PROBLEM TO SOLVE: In the records that follow, find the line with "ctx.lineJoin = 'round';"; from there, retype every line exactly through the line with "function write(font, color, halo, rows, align", which also belongs to the answer.

DATASET RECORDS:
○ ○ ○ ○

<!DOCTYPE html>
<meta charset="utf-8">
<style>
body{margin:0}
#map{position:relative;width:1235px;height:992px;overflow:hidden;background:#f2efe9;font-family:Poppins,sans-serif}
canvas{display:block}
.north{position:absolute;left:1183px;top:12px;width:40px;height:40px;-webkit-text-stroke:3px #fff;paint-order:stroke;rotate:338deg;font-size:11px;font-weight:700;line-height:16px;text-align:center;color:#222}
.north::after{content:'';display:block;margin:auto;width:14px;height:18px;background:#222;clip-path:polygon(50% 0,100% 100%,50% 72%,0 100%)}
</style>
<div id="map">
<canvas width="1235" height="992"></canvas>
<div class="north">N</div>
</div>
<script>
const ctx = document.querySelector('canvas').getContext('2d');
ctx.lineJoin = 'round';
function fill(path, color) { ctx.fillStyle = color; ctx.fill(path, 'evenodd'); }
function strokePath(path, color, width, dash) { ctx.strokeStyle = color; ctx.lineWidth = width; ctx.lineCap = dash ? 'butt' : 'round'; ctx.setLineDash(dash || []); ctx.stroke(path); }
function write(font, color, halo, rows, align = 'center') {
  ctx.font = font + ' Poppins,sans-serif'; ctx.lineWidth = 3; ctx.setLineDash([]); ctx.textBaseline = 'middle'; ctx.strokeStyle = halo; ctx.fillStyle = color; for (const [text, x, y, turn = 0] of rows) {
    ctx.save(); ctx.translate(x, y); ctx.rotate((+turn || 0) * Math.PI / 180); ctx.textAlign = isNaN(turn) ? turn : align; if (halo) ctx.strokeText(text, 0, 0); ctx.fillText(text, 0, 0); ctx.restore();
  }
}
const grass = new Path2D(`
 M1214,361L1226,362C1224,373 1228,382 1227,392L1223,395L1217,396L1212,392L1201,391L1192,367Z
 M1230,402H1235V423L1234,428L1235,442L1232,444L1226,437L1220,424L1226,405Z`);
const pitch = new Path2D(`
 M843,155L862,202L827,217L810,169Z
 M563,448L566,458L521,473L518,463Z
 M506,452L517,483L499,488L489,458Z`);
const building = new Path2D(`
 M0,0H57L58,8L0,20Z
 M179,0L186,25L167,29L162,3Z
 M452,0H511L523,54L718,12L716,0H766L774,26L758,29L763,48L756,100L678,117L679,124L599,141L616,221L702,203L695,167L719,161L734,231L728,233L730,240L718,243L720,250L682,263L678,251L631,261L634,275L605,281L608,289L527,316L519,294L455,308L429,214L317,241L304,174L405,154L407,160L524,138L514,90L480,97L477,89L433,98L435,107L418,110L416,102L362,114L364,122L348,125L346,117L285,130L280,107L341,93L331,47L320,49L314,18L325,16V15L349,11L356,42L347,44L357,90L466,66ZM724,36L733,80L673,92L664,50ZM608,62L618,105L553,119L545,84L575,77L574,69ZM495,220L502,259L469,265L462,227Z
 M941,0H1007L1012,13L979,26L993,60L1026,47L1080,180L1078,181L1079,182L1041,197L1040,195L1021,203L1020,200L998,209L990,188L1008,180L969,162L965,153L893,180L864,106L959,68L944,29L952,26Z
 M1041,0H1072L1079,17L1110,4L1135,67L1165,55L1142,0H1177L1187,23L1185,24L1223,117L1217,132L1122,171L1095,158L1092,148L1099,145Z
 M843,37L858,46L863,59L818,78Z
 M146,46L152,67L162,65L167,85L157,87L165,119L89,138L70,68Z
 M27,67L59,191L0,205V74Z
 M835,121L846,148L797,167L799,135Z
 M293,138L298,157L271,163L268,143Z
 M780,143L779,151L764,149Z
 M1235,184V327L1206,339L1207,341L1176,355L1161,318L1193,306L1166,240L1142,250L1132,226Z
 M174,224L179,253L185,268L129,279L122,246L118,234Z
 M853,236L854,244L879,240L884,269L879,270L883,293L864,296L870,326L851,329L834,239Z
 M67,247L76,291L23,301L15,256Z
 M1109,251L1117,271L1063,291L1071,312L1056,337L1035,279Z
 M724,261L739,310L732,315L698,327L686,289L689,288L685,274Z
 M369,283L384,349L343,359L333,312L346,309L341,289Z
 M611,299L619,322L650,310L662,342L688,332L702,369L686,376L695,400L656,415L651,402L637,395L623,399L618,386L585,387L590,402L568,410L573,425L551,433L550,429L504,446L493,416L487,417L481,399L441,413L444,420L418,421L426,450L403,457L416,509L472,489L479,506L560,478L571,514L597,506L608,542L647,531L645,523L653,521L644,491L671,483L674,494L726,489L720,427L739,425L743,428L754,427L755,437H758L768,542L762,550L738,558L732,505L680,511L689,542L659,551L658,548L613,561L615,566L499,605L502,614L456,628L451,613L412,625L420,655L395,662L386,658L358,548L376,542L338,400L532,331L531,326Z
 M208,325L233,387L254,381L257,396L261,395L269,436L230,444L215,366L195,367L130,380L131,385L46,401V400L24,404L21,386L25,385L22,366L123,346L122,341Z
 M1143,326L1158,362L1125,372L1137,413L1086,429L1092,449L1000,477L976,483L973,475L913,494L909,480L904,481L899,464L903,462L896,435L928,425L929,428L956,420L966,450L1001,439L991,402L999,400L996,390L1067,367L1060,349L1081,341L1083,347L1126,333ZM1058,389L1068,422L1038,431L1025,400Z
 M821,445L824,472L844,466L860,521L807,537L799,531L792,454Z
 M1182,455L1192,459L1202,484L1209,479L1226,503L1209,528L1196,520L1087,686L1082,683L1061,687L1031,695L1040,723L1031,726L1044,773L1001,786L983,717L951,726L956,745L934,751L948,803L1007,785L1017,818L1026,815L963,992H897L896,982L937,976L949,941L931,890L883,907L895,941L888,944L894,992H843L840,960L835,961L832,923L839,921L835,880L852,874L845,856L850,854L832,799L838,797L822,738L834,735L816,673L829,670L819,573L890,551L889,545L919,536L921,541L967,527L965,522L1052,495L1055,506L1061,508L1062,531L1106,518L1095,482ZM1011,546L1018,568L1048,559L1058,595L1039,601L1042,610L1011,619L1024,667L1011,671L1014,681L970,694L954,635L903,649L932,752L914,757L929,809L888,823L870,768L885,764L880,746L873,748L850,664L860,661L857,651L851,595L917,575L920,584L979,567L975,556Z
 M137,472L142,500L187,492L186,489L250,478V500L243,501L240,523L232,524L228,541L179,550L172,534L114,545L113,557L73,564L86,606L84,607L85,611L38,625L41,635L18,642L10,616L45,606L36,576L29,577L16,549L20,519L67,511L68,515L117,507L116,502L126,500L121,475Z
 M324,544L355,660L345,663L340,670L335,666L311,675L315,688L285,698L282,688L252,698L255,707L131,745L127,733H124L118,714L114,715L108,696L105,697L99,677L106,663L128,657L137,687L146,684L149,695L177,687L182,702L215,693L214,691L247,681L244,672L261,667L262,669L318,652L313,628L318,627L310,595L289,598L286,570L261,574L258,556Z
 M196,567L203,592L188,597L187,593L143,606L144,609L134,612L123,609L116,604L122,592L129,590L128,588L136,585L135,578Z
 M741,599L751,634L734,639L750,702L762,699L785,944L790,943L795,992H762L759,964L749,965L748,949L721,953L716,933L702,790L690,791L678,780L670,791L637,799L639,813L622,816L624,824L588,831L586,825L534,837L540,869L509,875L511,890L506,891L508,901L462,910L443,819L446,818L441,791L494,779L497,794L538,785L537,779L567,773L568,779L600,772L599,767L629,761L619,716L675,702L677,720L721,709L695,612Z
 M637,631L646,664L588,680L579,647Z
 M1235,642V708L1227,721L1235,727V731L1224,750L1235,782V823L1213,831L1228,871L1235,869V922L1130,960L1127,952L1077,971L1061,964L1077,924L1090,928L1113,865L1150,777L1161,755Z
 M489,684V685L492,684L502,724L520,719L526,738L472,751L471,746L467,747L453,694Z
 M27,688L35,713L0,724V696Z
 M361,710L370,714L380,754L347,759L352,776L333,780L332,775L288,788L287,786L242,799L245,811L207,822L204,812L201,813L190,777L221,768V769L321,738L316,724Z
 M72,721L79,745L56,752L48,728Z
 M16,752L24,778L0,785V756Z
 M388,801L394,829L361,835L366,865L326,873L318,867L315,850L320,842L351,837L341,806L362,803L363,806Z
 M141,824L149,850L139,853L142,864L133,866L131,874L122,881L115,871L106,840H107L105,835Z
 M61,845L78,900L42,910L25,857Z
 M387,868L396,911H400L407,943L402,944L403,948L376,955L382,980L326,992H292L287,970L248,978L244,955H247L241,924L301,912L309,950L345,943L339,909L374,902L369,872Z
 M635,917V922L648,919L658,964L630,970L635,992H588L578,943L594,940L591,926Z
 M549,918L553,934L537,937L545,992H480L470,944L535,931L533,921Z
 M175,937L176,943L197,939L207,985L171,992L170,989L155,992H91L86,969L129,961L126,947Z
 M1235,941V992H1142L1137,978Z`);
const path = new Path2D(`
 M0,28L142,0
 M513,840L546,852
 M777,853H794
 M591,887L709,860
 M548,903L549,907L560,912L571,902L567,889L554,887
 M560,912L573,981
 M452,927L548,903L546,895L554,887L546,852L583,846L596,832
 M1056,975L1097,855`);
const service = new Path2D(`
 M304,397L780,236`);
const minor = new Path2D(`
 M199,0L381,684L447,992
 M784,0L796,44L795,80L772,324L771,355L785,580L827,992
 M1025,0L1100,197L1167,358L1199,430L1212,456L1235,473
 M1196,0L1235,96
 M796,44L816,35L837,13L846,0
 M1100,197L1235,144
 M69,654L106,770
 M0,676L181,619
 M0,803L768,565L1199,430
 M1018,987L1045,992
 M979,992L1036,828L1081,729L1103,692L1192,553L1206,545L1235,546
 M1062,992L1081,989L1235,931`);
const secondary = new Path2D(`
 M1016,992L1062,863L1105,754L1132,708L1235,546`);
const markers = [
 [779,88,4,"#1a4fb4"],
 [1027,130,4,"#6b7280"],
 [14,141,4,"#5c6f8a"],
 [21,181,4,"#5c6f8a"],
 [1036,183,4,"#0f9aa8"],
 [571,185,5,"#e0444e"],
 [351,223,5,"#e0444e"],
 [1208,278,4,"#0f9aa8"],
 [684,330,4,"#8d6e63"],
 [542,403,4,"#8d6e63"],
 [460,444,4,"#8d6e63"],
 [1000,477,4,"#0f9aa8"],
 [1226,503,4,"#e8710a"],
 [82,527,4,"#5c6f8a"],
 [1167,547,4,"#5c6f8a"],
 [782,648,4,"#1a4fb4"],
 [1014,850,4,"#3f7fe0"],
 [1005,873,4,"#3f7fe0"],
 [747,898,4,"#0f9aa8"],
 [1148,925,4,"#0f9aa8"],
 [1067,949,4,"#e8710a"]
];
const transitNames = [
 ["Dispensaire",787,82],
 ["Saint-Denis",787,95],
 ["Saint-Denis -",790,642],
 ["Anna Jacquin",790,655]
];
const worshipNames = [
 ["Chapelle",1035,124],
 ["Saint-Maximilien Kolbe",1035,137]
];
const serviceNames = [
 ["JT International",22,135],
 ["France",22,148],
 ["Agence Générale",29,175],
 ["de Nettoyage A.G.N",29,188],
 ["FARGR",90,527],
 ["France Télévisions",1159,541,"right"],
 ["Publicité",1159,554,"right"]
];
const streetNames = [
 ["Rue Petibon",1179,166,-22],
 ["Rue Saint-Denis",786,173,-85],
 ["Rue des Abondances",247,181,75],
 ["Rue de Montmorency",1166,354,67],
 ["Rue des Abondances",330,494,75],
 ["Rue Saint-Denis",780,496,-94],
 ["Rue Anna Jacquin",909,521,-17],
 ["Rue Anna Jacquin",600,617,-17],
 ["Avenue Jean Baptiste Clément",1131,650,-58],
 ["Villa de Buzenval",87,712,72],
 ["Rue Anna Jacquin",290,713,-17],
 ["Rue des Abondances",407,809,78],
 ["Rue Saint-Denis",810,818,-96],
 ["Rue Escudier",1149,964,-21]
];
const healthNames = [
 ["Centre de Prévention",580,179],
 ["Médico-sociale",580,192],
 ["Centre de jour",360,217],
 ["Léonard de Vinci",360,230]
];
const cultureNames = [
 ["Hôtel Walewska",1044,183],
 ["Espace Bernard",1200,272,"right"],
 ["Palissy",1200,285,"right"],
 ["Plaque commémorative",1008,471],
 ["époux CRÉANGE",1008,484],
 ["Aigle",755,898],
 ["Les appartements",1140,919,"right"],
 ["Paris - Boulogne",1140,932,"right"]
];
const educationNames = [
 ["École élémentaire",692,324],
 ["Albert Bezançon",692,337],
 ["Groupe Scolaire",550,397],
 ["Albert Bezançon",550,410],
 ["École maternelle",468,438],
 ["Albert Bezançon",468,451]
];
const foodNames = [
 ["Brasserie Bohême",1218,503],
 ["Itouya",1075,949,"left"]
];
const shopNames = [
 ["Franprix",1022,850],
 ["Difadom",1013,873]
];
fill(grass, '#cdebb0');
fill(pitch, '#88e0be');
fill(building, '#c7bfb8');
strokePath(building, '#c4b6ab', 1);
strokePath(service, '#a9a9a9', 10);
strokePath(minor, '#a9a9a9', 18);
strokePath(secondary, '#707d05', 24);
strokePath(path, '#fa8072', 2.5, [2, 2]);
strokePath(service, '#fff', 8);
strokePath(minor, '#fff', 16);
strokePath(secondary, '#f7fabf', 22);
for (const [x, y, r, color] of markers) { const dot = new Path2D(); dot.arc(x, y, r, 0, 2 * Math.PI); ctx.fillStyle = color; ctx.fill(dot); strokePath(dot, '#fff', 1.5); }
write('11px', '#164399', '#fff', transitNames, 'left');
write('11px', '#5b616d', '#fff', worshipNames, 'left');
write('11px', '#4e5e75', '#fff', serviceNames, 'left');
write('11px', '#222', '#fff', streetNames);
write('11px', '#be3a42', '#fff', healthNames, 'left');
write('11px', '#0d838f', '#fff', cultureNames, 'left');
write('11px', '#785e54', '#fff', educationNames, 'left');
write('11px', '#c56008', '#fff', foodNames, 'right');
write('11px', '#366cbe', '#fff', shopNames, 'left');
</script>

○ ○ ○ ○

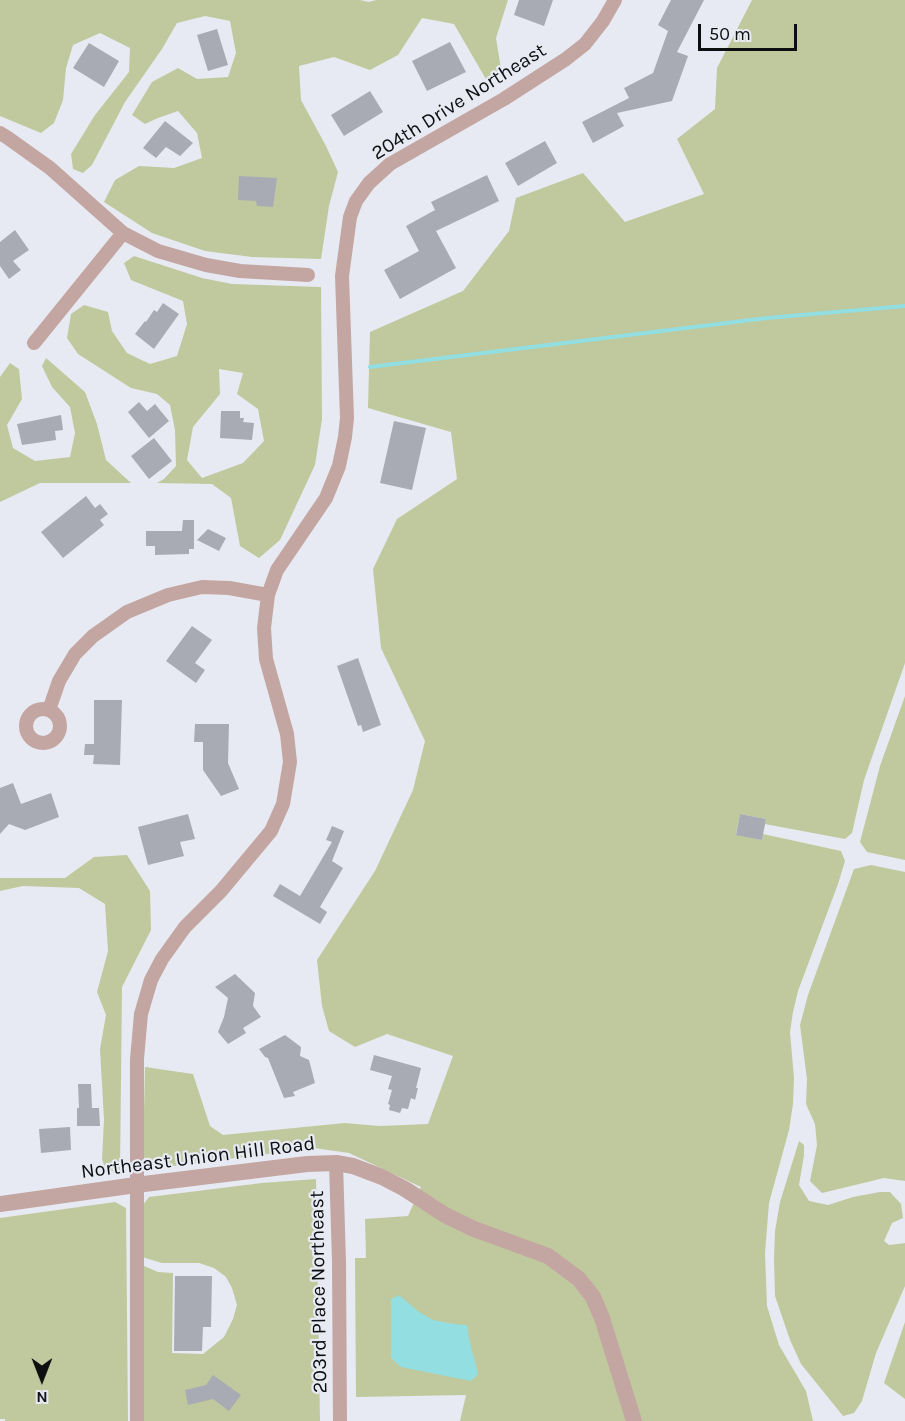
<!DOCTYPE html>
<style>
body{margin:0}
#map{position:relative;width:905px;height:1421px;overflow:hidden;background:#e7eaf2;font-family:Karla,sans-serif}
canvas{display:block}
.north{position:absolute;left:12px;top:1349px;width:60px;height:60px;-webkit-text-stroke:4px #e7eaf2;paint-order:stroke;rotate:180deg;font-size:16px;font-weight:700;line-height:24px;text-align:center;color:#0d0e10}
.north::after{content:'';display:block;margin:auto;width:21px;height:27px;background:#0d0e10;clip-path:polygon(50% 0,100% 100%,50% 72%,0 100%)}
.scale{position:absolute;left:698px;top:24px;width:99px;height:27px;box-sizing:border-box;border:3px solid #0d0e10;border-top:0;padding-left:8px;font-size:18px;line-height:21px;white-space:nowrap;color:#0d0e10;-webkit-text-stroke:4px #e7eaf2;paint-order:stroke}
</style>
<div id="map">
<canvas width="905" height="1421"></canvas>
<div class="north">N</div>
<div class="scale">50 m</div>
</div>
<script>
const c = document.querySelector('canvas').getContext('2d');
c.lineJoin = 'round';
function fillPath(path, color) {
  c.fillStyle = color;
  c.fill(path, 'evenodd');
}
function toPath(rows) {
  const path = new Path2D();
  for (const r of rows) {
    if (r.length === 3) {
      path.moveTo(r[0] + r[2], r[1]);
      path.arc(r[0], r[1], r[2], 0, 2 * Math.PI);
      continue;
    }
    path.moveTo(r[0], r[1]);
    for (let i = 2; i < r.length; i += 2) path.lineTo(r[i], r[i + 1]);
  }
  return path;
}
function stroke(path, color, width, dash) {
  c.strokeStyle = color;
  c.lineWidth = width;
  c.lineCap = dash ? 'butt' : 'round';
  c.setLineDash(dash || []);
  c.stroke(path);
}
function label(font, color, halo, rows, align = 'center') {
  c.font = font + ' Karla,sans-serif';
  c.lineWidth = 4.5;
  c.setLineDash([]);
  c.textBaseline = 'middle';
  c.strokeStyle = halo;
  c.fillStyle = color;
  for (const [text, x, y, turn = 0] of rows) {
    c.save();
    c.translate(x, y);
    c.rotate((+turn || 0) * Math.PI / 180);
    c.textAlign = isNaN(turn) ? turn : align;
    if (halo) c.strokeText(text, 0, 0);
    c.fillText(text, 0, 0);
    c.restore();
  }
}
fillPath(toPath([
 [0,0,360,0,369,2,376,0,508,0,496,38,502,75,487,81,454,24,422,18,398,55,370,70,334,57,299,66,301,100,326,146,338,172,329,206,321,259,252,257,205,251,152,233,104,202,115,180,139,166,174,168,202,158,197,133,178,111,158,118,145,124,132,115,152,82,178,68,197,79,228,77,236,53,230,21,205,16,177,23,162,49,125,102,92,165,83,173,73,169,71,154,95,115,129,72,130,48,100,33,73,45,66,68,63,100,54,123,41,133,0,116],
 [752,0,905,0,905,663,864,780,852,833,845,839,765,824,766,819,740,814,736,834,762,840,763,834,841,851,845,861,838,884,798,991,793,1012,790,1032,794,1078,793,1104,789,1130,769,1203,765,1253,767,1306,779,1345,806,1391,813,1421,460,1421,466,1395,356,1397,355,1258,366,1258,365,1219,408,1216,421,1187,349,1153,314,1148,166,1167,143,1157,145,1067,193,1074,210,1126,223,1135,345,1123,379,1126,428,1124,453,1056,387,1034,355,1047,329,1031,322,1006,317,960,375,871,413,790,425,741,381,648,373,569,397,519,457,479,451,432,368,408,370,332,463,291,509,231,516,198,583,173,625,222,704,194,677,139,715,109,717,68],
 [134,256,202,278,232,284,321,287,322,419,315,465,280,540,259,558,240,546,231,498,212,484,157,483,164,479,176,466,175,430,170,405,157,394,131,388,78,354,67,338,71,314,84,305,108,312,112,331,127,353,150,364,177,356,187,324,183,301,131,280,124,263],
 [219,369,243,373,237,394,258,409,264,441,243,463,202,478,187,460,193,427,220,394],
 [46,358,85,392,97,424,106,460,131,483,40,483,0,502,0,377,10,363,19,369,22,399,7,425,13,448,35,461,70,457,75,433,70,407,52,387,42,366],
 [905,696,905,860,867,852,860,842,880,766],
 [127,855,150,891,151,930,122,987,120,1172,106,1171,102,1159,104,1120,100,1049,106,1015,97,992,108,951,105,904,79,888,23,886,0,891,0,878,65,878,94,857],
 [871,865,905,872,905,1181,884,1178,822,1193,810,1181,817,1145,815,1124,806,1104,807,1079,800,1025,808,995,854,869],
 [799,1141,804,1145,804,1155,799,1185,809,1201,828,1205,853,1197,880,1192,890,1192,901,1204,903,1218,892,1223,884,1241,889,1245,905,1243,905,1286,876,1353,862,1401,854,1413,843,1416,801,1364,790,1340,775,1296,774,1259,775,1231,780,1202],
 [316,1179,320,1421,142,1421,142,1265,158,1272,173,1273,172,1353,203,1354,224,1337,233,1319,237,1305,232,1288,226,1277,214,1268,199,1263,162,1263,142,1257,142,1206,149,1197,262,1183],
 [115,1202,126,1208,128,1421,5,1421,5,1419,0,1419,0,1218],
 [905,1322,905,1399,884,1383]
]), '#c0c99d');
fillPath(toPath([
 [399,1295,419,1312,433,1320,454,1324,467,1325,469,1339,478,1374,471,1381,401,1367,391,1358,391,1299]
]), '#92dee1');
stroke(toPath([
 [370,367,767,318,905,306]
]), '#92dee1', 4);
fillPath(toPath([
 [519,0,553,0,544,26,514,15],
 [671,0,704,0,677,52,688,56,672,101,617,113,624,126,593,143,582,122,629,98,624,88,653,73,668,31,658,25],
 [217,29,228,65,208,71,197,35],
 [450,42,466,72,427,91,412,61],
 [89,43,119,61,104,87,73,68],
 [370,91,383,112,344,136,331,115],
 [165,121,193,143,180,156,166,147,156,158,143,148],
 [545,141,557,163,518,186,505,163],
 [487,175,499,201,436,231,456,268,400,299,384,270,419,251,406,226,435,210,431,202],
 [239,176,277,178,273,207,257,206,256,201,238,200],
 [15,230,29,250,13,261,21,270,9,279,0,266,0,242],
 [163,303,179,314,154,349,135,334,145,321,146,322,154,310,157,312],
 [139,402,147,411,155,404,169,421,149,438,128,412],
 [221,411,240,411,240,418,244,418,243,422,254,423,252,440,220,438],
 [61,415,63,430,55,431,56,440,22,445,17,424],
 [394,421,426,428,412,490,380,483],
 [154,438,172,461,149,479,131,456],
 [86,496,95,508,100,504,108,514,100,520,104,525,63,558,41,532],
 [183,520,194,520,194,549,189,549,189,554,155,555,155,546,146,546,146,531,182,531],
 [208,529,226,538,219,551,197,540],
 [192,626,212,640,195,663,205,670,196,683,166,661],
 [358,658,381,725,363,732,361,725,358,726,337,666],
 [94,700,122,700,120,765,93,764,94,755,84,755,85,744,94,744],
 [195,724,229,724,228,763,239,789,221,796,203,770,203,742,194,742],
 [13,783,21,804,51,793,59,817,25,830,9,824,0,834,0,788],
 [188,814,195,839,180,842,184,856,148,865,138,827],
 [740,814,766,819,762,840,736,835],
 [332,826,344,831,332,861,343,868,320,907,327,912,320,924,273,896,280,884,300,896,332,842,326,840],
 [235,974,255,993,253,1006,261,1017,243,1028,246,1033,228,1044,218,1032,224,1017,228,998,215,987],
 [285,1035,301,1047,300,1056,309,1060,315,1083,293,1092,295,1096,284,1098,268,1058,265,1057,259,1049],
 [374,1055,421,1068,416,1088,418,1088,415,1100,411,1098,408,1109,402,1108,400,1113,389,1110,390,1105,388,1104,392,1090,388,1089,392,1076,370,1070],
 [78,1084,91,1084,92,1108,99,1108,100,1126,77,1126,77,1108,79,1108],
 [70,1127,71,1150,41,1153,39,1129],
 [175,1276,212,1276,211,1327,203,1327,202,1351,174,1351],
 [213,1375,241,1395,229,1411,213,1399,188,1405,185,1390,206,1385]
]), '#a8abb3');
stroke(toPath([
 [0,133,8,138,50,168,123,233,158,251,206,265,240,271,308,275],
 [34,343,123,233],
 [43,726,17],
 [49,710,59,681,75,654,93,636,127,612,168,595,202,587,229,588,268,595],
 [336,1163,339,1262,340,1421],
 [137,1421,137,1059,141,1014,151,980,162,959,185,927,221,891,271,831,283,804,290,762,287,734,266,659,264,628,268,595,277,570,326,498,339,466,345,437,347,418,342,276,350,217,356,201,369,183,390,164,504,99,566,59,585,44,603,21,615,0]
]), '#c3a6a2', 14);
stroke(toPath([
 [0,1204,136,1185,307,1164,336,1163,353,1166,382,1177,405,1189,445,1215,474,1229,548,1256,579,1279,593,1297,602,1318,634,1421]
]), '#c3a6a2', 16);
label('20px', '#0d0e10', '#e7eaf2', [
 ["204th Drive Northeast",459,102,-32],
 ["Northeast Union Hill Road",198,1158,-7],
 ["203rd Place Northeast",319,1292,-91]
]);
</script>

○ ○ ○ ○

EXERCISE ANSWER:
ctx.lineJoin = 'round';
function fill(path, color) { ctx.fillStyle = color; ctx.fill(path, 'evenodd'); }
function strokePath(path, color, width, dash) { ctx.strokeStyle = color; ctx.lineWidth = width; ctx.lineCap = dash ? 'butt' : 'round'; ctx.setLineDash(dash || []); ctx.stroke(path); }
function write(font, color, halo, rows, align = 'center') {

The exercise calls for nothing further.